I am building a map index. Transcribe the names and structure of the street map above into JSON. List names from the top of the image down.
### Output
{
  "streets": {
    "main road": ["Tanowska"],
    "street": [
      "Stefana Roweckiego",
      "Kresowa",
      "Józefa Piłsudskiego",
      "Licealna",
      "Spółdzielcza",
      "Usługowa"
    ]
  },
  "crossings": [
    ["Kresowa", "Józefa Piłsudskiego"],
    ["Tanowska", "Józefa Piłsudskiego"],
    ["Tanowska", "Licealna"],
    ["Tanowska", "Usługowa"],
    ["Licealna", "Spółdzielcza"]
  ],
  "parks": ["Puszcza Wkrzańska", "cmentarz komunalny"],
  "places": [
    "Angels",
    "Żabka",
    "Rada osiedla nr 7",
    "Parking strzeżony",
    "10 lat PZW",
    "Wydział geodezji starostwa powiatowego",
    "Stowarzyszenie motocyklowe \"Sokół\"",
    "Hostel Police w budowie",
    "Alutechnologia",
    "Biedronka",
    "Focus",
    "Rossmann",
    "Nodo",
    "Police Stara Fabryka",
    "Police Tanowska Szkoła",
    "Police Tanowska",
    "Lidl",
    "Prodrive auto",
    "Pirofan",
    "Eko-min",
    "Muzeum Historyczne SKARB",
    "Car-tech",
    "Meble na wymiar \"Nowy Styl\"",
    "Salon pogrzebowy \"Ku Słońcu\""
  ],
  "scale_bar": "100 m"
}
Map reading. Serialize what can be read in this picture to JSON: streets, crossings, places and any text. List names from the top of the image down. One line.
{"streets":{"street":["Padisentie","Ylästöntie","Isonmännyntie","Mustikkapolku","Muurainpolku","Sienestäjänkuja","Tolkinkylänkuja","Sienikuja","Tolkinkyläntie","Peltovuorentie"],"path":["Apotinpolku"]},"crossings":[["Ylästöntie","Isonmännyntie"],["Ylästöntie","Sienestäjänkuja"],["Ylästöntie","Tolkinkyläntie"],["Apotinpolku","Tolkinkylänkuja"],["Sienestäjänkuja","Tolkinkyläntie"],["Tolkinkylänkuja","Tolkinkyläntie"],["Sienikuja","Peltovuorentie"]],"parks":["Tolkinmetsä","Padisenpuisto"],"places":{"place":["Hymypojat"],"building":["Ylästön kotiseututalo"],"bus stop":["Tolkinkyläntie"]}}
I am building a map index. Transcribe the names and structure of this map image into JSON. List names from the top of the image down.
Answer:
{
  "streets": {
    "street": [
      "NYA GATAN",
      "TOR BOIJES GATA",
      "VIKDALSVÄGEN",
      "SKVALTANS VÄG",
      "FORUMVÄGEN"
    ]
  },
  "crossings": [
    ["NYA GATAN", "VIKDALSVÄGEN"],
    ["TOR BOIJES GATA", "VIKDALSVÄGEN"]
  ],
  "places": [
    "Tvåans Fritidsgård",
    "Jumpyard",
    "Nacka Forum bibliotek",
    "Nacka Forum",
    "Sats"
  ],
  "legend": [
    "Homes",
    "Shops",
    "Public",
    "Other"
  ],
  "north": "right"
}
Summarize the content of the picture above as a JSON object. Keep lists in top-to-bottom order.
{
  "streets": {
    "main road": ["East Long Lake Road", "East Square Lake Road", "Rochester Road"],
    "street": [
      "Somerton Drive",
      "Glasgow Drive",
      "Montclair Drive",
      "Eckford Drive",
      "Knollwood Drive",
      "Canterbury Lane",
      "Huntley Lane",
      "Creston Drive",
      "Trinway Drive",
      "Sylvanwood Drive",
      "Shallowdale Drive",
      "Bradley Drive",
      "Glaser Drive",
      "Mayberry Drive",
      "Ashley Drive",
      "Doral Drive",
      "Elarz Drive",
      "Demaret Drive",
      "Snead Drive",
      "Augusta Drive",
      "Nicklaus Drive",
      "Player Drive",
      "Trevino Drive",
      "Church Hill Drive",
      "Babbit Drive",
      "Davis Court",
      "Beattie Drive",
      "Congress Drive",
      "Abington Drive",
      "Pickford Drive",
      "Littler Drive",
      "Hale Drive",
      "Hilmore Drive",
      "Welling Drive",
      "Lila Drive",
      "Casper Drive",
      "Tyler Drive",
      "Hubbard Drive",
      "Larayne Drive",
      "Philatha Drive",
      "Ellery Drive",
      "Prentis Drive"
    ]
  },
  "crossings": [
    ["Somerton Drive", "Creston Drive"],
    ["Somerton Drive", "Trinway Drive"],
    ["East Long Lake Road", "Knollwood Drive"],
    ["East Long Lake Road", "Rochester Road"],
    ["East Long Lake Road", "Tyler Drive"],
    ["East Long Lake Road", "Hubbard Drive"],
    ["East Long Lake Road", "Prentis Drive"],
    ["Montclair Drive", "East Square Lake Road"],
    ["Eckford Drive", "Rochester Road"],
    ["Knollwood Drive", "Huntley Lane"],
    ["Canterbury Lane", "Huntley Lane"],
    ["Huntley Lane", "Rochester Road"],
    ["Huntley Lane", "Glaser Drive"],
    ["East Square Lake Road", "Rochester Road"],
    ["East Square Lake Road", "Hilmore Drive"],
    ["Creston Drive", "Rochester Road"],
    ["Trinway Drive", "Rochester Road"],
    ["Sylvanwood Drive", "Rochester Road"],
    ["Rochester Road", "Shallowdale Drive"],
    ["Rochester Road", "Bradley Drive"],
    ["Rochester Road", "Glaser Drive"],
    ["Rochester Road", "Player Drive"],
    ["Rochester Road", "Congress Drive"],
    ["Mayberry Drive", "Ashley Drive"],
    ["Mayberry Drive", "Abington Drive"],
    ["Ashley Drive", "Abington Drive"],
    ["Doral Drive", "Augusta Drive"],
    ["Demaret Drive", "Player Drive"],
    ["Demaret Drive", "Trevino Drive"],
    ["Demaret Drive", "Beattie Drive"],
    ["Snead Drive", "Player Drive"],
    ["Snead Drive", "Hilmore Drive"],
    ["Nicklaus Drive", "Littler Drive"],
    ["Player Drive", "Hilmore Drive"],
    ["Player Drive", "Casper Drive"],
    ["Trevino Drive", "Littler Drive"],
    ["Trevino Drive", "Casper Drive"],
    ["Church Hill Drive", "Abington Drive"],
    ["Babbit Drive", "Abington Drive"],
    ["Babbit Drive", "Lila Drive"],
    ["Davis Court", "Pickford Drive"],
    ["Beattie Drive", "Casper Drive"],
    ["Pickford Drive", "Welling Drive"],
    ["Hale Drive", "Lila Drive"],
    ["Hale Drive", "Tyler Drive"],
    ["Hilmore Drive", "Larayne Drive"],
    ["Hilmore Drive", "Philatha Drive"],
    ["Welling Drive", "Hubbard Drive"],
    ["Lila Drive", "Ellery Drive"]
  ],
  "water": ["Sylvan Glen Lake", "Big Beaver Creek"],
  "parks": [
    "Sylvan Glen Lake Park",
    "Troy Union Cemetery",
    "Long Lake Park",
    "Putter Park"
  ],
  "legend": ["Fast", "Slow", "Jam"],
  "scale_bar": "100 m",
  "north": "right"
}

◆ TASK STATEMENT
Starting at the line above that holds "Map reading. Serialize" and ending at the line that holds "structure of this", transcribe each line exactly and include no other lines.

◆ RESULT OF THIS EXERCISE
Map reading. Serialize what can be read in this picture to JSON: streets, crossings, places and any text. List names from the top of the image down. One line.
{"streets":{"street":["Padisentie","Ylästöntie","Isonmännyntie","Mustikkapolku","Muurainpolku","Sienestäjänkuja","Tolkinkylänkuja","Sienikuja","Tolkinkyläntie","Peltovuorentie"],"path":["Apotinpolku"]},"crossings":[["Ylästöntie","Isonmännyntie"],["Ylästöntie","Sienestäjänkuja"],["Ylästöntie","Tolkinkyläntie"],["Apotinpolku","Tolkinkylänkuja"],["Sienestäjänkuja","Tolkinkyläntie"],["Tolkinkylänkuja","Tolkinkyläntie"],["Sienikuja","Peltovuorentie"]],"parks":["Tolkinmetsä","Padisenpuisto"],"places":{"place":["Hymypojat"],"building":["Ylästön kotiseututalo"],"bus stop":["Tolkinkyläntie"]}}
I am building a map index. Transcribe the names and structure of this map image into JSON. List names from the top of the image down.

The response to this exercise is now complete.